In the phase III study known as "METEOR," Cometriq achieved the primary endpoint of delaying tumor progression or death compared to the Novartis (NVS) drug Afinitor, Exelixis said Monday. The study enrolled patients with metastatic kidney cancer previously treated with at least one VEGF-targeted drug, such as Pfizer's (PFE) Sutent.
Cometriq also demonstrated a strong trend toward prolonging survival compared to Afinitor, although the analysis was still too immature to reach statistical significance.
Exelixis plans to submit the METEOR kidney cancer data for approval in the U.S. and Europe in early 2016.
Cometriq is approved as a treatment for medullary thyroid cancer, but generated just $25 million in 2014 sales because the targeted patient population is so small. The positive kidney cancer results announced Monday represent the latest and best opportunity for Exelixis to boost Cometriq revenue following the disappointing failure of prostate cancer studies last year.
Exelixis says the commercial opportunity for Cometriq in kidney cancer is significant, with approximately 17,000 eligible second-line patients in the U.S. and 37,000 patients globally. In 2014, Novartis' Afinitor sales for kidney cancer totaled a bit more than $400 million, Exelixis estimates.
The METEOR study randomized 658 second-line kidney cancer patients to treatment with Cometriq or Afinitor. At the time of the primary analysis, Cometriq reduced the risk of tumor progression or death (progression-free survival) by 42% compared to Afinitor, achieving the primary endpoint with statistical significance.
Cometriq benefited kidney cancer patients more than Exelixis expected based on the design of the study, which assumed the drug would reduce the risk of tumor progression or death by 33% compared to Afinitor.
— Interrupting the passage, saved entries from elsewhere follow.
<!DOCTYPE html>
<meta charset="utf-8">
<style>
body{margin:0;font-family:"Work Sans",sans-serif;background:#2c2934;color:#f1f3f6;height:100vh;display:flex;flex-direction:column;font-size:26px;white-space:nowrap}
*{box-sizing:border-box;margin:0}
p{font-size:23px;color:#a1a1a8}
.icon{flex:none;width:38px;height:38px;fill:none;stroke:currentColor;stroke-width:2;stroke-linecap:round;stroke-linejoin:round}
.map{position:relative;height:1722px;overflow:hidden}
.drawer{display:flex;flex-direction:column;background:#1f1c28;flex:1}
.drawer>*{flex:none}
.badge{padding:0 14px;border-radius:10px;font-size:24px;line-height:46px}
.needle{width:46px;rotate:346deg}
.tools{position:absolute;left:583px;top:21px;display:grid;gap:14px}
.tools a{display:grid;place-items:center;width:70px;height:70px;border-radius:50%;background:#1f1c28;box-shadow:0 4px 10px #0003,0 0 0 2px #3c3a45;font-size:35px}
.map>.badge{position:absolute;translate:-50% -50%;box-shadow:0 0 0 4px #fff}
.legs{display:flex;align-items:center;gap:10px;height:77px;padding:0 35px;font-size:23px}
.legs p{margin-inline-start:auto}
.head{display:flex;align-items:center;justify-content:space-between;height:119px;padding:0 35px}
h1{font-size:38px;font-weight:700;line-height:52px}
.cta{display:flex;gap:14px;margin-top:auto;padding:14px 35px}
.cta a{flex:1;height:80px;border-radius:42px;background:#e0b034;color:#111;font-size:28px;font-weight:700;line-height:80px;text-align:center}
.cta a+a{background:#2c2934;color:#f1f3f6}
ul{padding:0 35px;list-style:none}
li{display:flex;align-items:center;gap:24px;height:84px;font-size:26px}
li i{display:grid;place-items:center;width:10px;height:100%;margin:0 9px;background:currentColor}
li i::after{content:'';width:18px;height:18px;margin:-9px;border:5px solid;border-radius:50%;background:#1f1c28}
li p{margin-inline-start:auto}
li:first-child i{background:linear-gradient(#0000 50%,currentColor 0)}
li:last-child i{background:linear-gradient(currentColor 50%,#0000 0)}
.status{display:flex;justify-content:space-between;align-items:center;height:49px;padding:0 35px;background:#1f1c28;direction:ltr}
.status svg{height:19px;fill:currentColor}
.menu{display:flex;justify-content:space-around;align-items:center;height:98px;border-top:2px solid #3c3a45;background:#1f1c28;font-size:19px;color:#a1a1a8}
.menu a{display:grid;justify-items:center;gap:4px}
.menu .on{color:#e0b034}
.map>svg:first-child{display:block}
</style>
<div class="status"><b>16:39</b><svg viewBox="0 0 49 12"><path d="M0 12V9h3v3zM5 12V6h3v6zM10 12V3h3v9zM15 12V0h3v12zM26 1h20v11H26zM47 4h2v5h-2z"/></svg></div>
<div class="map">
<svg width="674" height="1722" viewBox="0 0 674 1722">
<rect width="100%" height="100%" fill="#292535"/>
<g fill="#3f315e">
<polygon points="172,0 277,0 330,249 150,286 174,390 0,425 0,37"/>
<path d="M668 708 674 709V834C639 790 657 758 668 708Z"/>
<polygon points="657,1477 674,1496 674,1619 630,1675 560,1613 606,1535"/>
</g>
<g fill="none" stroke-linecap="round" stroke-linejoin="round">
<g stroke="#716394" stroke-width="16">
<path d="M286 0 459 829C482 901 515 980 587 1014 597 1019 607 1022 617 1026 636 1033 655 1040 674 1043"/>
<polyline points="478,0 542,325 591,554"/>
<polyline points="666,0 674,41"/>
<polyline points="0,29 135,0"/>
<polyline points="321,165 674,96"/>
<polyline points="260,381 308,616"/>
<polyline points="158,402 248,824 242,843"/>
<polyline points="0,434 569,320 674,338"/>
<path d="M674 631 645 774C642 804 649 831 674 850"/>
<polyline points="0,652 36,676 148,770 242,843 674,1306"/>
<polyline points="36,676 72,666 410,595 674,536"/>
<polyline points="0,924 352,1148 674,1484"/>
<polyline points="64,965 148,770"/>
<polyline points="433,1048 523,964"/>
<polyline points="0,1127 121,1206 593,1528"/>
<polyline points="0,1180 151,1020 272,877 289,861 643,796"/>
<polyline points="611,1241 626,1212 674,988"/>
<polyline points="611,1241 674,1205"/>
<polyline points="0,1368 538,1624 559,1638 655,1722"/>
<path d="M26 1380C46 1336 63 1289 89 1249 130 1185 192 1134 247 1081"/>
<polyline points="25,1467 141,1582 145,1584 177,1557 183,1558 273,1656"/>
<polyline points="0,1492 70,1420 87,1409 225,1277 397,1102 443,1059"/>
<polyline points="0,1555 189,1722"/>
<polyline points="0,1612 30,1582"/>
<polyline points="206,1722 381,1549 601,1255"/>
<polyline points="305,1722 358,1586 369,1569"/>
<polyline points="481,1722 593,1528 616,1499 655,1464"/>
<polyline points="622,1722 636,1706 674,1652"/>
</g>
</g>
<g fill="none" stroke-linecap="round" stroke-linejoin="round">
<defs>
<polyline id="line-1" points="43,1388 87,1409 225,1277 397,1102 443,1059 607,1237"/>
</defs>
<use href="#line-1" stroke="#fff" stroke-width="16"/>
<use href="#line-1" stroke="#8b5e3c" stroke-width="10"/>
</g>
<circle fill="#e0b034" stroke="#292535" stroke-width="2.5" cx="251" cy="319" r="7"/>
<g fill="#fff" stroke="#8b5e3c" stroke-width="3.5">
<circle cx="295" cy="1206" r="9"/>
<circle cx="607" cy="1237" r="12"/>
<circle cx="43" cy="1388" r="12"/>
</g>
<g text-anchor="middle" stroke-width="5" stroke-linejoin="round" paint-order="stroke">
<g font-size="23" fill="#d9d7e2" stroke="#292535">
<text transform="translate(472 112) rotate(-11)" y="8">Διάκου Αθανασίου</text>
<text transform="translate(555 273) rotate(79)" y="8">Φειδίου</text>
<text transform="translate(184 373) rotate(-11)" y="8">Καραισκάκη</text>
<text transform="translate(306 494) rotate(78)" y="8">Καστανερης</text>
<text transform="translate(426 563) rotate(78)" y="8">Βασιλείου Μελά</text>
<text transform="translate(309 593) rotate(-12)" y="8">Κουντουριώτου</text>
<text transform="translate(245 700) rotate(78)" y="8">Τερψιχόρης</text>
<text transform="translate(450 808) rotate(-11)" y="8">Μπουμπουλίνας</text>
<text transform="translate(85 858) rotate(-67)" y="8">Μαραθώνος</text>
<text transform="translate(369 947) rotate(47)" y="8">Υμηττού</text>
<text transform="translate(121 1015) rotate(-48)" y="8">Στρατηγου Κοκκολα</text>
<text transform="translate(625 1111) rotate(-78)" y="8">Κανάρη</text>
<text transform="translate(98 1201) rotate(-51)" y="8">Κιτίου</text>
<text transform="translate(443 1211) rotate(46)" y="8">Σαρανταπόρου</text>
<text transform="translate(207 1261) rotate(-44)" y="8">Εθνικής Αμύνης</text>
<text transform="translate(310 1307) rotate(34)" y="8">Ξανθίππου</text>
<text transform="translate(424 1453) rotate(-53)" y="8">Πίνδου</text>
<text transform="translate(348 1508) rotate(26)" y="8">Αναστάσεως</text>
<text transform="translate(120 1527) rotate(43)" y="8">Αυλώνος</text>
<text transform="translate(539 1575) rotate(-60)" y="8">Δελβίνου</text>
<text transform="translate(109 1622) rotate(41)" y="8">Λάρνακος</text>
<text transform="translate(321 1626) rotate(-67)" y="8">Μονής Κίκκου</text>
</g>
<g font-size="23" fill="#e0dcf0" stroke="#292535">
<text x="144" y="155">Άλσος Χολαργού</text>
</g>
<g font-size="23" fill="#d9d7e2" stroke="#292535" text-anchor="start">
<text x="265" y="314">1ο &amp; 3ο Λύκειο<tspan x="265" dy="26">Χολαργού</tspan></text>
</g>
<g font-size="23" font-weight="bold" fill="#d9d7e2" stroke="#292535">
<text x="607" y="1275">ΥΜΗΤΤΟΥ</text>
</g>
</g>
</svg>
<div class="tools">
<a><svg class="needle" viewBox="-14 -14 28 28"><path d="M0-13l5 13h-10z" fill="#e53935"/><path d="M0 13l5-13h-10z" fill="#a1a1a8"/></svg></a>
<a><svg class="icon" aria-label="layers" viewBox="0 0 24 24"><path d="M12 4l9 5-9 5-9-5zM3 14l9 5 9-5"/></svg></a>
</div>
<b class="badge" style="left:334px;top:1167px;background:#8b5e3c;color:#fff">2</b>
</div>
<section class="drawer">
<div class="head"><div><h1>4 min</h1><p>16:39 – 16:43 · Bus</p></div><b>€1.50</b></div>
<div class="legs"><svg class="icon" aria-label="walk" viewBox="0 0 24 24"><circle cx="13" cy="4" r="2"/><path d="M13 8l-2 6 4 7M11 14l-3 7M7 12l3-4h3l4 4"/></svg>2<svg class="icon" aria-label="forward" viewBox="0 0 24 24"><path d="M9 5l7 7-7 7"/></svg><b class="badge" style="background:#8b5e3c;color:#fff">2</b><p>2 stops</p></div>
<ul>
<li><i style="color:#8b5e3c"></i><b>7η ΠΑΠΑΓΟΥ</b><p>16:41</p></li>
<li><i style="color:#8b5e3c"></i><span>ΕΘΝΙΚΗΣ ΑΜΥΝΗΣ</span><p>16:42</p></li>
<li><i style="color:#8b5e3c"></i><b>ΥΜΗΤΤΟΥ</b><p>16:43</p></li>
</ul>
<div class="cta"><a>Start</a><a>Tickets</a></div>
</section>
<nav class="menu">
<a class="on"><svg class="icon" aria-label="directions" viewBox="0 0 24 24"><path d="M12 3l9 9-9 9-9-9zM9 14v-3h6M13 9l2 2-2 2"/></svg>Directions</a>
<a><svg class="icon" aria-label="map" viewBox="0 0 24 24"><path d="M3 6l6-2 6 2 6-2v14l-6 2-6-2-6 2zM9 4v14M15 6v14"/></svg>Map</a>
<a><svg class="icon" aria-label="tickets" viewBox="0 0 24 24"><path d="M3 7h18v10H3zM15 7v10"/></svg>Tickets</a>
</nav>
On the survival analysis, Cometriq reduced the risk of death by 33% compared to Afinitor, but the difference was not statistically significant. The METEOR trial will continue and another analysis of survival will be conducted in 2016.
The frequency of serious adverse events reported in the study were "approximately balanced" between Cometriq and Afinitor, Exelixis said, without disclosing details. The rate of treatment discontinuation due to adverse events was 10% in both study arms.
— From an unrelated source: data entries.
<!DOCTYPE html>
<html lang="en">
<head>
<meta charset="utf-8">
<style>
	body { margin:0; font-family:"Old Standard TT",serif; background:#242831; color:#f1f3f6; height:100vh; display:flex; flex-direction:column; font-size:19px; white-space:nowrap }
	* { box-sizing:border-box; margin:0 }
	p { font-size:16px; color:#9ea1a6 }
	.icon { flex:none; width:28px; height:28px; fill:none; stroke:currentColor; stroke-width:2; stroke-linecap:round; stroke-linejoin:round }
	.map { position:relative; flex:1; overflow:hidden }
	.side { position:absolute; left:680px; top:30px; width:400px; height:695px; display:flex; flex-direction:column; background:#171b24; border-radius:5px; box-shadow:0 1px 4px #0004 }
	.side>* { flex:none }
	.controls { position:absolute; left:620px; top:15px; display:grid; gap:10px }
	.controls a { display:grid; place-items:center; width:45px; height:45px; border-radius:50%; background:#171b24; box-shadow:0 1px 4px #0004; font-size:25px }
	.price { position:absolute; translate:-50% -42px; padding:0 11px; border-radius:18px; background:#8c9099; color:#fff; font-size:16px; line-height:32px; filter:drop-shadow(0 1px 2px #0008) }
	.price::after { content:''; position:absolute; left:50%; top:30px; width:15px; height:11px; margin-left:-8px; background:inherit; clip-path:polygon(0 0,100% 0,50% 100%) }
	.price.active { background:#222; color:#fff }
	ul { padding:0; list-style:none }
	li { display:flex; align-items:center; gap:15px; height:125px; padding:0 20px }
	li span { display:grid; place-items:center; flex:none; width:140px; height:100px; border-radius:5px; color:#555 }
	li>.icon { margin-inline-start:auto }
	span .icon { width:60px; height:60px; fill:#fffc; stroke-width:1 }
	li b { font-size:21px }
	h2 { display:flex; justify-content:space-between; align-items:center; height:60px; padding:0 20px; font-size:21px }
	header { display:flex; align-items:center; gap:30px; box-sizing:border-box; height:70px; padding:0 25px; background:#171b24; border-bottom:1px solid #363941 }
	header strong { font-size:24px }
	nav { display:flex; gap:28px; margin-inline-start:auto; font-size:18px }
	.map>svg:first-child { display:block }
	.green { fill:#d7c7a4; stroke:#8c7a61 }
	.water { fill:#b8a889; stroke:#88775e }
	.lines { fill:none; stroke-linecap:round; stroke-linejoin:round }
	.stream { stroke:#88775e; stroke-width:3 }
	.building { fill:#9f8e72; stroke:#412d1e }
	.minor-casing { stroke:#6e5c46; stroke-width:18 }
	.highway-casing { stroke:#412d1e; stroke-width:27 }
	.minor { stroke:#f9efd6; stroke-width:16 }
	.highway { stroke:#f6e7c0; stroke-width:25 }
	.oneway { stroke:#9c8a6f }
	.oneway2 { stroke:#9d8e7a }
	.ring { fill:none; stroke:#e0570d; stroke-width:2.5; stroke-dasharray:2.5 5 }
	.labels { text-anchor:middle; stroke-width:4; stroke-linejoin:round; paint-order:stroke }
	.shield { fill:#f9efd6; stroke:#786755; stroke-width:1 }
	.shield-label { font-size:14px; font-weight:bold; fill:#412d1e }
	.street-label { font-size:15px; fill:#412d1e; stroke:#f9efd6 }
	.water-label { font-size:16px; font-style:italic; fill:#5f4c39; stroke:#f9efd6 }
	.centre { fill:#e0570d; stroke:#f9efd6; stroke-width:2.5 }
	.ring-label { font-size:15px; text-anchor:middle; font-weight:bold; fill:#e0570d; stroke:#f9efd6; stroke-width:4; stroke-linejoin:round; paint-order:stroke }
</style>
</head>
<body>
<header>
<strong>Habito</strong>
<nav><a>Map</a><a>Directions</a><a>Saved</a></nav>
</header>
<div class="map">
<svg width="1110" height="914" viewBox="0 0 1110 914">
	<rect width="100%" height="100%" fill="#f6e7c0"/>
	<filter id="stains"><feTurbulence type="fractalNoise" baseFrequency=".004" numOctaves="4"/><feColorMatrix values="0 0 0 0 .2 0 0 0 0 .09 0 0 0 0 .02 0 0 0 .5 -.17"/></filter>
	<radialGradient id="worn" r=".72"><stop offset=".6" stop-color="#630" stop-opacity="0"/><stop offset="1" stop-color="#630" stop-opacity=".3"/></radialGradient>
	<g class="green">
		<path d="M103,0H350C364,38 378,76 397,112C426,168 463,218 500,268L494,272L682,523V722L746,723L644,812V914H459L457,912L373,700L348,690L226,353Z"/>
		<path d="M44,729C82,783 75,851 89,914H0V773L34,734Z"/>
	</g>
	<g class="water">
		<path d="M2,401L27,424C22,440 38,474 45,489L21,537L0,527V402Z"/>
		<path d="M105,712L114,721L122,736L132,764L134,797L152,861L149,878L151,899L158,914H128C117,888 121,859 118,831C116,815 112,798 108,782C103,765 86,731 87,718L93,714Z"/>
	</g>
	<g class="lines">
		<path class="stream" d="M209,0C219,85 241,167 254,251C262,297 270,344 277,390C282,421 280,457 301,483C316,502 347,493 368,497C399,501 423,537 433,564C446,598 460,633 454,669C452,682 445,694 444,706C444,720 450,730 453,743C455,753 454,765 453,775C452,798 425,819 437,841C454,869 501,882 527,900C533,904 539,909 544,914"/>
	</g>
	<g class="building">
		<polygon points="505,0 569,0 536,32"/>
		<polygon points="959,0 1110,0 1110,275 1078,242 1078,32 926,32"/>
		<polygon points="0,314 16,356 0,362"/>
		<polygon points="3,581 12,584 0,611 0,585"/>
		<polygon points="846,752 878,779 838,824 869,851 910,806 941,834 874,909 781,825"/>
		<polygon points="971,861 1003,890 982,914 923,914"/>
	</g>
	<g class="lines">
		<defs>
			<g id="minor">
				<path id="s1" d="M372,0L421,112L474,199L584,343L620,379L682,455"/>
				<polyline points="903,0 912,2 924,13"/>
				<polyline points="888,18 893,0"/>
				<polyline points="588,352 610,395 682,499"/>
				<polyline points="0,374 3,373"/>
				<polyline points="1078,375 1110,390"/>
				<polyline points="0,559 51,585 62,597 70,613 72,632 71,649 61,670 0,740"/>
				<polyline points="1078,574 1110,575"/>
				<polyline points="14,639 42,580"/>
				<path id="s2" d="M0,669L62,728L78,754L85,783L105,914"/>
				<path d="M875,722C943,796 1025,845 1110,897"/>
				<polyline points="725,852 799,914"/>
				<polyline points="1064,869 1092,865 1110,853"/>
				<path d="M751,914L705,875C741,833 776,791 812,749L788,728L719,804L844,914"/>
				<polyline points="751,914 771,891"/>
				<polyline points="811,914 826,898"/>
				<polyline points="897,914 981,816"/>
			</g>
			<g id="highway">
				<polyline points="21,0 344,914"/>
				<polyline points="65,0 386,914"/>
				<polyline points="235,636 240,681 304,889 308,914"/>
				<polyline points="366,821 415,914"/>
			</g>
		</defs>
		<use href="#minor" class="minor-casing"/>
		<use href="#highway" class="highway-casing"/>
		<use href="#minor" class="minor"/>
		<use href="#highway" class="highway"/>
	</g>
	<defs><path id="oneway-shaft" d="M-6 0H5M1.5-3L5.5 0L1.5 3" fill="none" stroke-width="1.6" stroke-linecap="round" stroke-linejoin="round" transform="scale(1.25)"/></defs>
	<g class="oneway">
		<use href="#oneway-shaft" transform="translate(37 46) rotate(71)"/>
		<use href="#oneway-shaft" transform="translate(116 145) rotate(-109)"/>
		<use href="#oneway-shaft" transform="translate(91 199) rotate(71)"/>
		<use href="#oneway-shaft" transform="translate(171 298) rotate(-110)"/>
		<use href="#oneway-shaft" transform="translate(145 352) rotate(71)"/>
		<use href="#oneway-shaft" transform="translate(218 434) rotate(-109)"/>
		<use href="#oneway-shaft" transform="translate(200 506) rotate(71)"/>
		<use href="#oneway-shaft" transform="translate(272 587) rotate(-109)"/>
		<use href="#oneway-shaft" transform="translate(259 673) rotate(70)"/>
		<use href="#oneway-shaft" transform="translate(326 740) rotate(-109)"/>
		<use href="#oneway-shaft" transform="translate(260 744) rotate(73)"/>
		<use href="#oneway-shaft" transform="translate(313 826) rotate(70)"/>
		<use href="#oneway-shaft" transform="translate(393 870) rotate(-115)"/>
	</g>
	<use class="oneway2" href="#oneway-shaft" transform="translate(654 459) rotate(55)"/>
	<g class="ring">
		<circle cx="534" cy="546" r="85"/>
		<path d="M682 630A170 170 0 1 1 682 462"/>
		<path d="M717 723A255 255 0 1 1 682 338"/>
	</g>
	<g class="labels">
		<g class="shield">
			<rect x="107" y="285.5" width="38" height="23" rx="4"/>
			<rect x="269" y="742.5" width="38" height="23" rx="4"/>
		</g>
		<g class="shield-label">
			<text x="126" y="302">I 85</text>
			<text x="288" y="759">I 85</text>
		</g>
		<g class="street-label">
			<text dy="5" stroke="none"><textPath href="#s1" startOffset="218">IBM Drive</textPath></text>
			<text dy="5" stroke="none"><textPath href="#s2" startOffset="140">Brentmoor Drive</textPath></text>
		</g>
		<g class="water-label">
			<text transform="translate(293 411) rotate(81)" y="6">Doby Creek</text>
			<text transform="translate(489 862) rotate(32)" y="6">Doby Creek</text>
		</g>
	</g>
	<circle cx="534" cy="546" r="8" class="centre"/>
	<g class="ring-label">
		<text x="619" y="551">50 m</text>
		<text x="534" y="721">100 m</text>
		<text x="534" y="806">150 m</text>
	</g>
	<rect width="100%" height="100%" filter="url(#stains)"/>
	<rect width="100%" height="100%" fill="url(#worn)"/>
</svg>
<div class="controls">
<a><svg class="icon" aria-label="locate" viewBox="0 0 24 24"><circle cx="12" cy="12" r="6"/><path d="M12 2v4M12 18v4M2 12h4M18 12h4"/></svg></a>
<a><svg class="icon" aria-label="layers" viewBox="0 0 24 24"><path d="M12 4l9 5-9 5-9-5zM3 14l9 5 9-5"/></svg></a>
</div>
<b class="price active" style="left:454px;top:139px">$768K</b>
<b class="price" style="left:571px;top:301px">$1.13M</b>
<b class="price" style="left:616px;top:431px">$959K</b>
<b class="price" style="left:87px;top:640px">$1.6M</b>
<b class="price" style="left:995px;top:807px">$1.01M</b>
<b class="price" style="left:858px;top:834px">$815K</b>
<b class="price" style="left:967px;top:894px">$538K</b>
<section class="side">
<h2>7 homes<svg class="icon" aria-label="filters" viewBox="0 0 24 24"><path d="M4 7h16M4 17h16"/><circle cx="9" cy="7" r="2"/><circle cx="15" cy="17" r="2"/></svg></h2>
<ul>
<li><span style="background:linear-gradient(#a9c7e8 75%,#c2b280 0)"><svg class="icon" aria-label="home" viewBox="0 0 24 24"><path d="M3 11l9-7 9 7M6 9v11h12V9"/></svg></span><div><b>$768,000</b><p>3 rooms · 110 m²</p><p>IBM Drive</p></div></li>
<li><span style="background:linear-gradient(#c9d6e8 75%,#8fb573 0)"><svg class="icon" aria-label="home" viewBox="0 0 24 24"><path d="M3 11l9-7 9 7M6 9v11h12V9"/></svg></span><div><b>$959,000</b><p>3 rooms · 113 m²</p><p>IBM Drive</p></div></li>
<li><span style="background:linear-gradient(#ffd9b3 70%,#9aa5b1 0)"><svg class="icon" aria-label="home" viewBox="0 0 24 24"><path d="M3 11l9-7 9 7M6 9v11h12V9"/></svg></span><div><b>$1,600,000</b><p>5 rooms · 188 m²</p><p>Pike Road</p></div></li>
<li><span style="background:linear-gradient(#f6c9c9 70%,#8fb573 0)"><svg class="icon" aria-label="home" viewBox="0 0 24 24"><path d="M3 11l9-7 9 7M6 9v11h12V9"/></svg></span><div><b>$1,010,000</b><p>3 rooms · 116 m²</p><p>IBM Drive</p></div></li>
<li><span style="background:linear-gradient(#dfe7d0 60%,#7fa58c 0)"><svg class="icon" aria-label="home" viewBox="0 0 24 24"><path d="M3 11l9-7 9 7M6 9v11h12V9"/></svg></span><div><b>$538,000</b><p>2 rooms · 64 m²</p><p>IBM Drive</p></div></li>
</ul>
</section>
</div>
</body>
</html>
Exelixis intends to present more detailed results from the METEOR study at an upcoming medical conference, the company said.
Hitting the progression-free survival, or PFS, primary endpoint with a strong trend toward a survival benefit should help Exelixis greatly when it makes the case for expanding Cometriq's approval into kidney cancer.
The FDA has used PFS as the basis for approving six of seven kidney cancer drugs. The only exception was Aveo (AVEO) Oncology's tivozanib, which the FDA rejected because the PFS benefit was confounded by shorter survival. Exelixis doesn't have a Special Protocol Assessment for the METEOR study, but the company says the trial design and endpoints were "discussed" with regulators in the U.S. and Europe.
Exelixis is conducting additional clinical trials of Cometriq in first-line kidney cancer and liver cancer. The company is also waiting on the FDA approval decision, expected Nov. 11, for the skin cancer drug cobimetinib, which is being developed under a partnership with Roche/Genentech (RHHBY).